● **Exercise**: Find the word "shaded" in the records and copy every line where it occurs.

● **The records**:
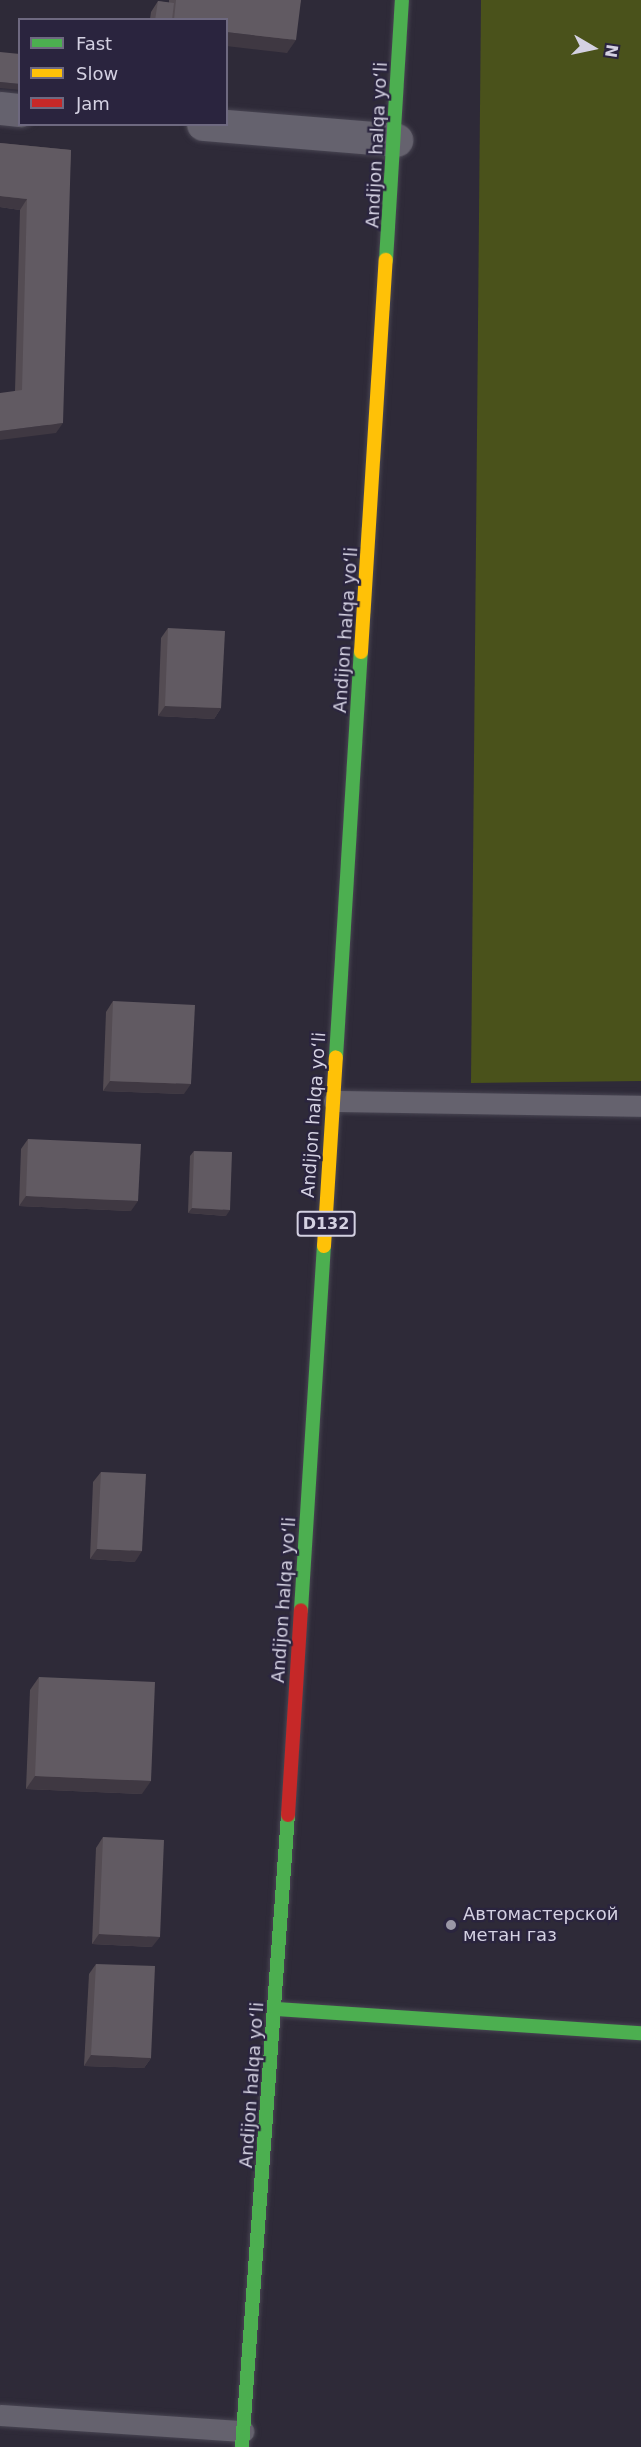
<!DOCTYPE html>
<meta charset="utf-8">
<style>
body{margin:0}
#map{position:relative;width:641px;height:2447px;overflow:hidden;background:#2e2a38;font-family:"DejaVu Sans",sans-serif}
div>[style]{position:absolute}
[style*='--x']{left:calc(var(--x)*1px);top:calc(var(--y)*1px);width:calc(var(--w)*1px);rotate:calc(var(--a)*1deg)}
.green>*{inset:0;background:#4a521b}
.roads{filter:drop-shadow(0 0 2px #484552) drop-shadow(0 0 2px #484552)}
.lane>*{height:21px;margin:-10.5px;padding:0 10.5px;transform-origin:10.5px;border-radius:10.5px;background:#65626e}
.street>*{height:33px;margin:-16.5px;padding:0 16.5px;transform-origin:16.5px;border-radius:16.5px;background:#65626e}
.fast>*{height:14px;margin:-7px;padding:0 7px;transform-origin:7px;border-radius:7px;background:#4caf50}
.slow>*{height:14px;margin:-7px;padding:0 7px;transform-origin:7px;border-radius:7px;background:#ffc107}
.jam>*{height:14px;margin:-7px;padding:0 7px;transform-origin:7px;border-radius:7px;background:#c62828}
.wall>*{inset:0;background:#544c53}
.shaded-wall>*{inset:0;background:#3f3842}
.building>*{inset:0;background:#615a62}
.dots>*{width:16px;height:16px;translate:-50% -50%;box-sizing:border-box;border:3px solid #2a243e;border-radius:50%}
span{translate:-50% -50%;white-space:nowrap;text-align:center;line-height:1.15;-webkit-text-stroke:4.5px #2a243e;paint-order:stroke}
.shield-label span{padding:2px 4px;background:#2a243e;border:2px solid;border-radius:4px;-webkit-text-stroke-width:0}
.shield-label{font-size:16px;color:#d4d1e2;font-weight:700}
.street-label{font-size:18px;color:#d4d1e2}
.poi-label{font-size:18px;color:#d4d1e2}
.left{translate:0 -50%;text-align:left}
.legend{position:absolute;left:18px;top:18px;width:210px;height:108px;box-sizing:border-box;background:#2a243e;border:2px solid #6e6980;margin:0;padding:8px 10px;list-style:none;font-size:18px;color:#d4d1e2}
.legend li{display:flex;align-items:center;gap:12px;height:30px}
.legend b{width:30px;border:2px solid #6e6980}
.north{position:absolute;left:563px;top:18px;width:60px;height:60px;-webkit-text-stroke:4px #2a243e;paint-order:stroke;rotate:99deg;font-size:16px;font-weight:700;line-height:24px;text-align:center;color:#d4d1e2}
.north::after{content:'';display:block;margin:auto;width:21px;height:27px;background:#d4d1e2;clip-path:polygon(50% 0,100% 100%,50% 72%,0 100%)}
</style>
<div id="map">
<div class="green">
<div style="clip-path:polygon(481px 0,641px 0,641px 1081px,471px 1083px)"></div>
</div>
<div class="roads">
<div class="lane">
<div style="--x:334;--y:1101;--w:307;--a:0.9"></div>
<div style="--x:0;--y:2415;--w:244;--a:3.8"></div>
</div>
<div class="street">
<div style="--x:0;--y:108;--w:20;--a:6"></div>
<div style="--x:203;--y:124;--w:194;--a:4.7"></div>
</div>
<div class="fast">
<div style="--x:386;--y:260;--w:260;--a:-86.5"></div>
<div style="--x:336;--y:1057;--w:406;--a:-86.5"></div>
<div style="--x:301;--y:1610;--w:365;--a:-86.4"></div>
<div style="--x:276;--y:2009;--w:366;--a:3.8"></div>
<div style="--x:242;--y:2447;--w:634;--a:-85.84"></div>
</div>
<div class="slow">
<div style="--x:361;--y:652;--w:393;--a:-86.4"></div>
<div style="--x:324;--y:1246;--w:189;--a:-86.4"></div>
</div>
<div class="jam">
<div style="--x:288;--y:1815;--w:205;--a:-86.4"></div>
</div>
</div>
<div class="wall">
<div style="clip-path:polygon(169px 0,301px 0,287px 53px,226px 20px,139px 20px,139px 18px,150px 19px,151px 12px,158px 1px,169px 3px)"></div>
<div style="clip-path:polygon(0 143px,71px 150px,56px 433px,15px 391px,20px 210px,0 207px)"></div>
<div style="clip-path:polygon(168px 628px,221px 708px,214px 719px,158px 716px,161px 638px)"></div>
<div style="clip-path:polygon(113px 1001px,184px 1094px,103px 1091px,106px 1012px)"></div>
<div style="clip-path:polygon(28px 1139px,131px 1211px,19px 1206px,21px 1149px)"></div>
<div style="clip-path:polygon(194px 1151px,226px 1216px,188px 1213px,190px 1156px)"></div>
<div style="clip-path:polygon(101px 1472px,135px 1562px,90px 1559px,93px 1482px)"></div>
<div style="clip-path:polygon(39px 1677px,142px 1794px,26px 1789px,30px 1690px)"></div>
<div style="clip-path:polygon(103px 1837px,152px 1947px,92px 1944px,96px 1848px)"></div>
<div style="clip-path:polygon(96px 1964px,151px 2058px,144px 2068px,84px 2066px,89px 1974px)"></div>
</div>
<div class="shaded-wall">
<div style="clip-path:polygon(226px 32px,296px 40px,287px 53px,226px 46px)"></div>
<div style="clip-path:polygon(0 82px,20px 84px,20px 90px,0 88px)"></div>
<div style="clip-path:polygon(0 196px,27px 199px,20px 210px,0 207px)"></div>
<div style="clip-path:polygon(63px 423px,56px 433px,0 440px,0 431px)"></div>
<div style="clip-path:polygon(165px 706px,221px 708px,214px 719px,158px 716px)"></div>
<div style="clip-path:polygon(110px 1081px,191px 1084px,184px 1094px,103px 1091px)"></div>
<div style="clip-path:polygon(26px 1196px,138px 1201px,131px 1211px,19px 1206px)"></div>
<div style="clip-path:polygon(192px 1208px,230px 1210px,226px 1216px,188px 1213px)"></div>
<div style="clip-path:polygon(97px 1549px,142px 1551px,135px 1562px,90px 1559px)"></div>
<div style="clip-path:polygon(35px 1776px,151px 1781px,142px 1794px,26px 1789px)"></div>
<div style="clip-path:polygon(99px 1934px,160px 1937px,152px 1947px,92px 1944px)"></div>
<div style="clip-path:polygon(91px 2055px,151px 2058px,144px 2068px,84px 2066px)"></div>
</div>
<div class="building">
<div style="clip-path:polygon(176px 0,301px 0,296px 40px,226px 32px,226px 20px,174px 20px)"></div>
<div style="clip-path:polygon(158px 1px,174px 3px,172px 20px,155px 20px)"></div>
<div style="clip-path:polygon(0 52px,20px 54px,20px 84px,0 82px)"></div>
<div style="clip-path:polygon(0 143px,71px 150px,63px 423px,0 431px,0 393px,22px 390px,27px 199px,0 196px)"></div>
<div style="clip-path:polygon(168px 628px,225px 631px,221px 708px,165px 706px)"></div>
<div style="clip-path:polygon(113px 1001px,195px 1005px,191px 1084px,110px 1081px)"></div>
<div style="clip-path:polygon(28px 1139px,141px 1144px,138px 1201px,26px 1196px)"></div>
<div style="clip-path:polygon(194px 1151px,232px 1152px,230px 1210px,192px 1208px)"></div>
<div style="clip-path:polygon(101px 1472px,146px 1474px,142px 1551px,97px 1549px)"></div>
<div style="clip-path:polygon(39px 1677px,155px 1682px,151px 1781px,35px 1776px)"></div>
<div style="clip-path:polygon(103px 1837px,164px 1840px,160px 1937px,99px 1934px)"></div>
<div style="clip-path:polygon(96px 1964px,155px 1966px,151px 2058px,91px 2055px)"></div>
</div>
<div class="dots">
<div style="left:451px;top:1925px;background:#9a97a6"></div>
</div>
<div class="shield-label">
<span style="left:326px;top:1224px">D132</span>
</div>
<div class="street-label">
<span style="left:377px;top:145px;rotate:-87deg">Andijon halqa yo‘li</span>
<span style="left:346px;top:630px;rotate:-86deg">Andijon halqa yo‘li</span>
<span style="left:314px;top:1115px;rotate:-86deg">Andijon halqa yo‘li</span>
<span style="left:284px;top:1600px;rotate:-86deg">Andijon halqa yo‘li</span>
<span style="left:252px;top:2085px;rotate:-86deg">Andijon halqa yo‘li</span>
</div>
<div class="poi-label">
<span class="left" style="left:463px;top:1925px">Автомастерской<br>метан газ</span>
</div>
<ul class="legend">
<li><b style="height:8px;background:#4caf50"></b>Fast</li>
<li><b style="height:8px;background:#ffc107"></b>Slow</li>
<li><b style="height:8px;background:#c62828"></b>Jam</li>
</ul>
<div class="north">N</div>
</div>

● **Written answer**:
.shaded-wall>*{inset:0;background:#3f3842}
<div class="shaded-wall">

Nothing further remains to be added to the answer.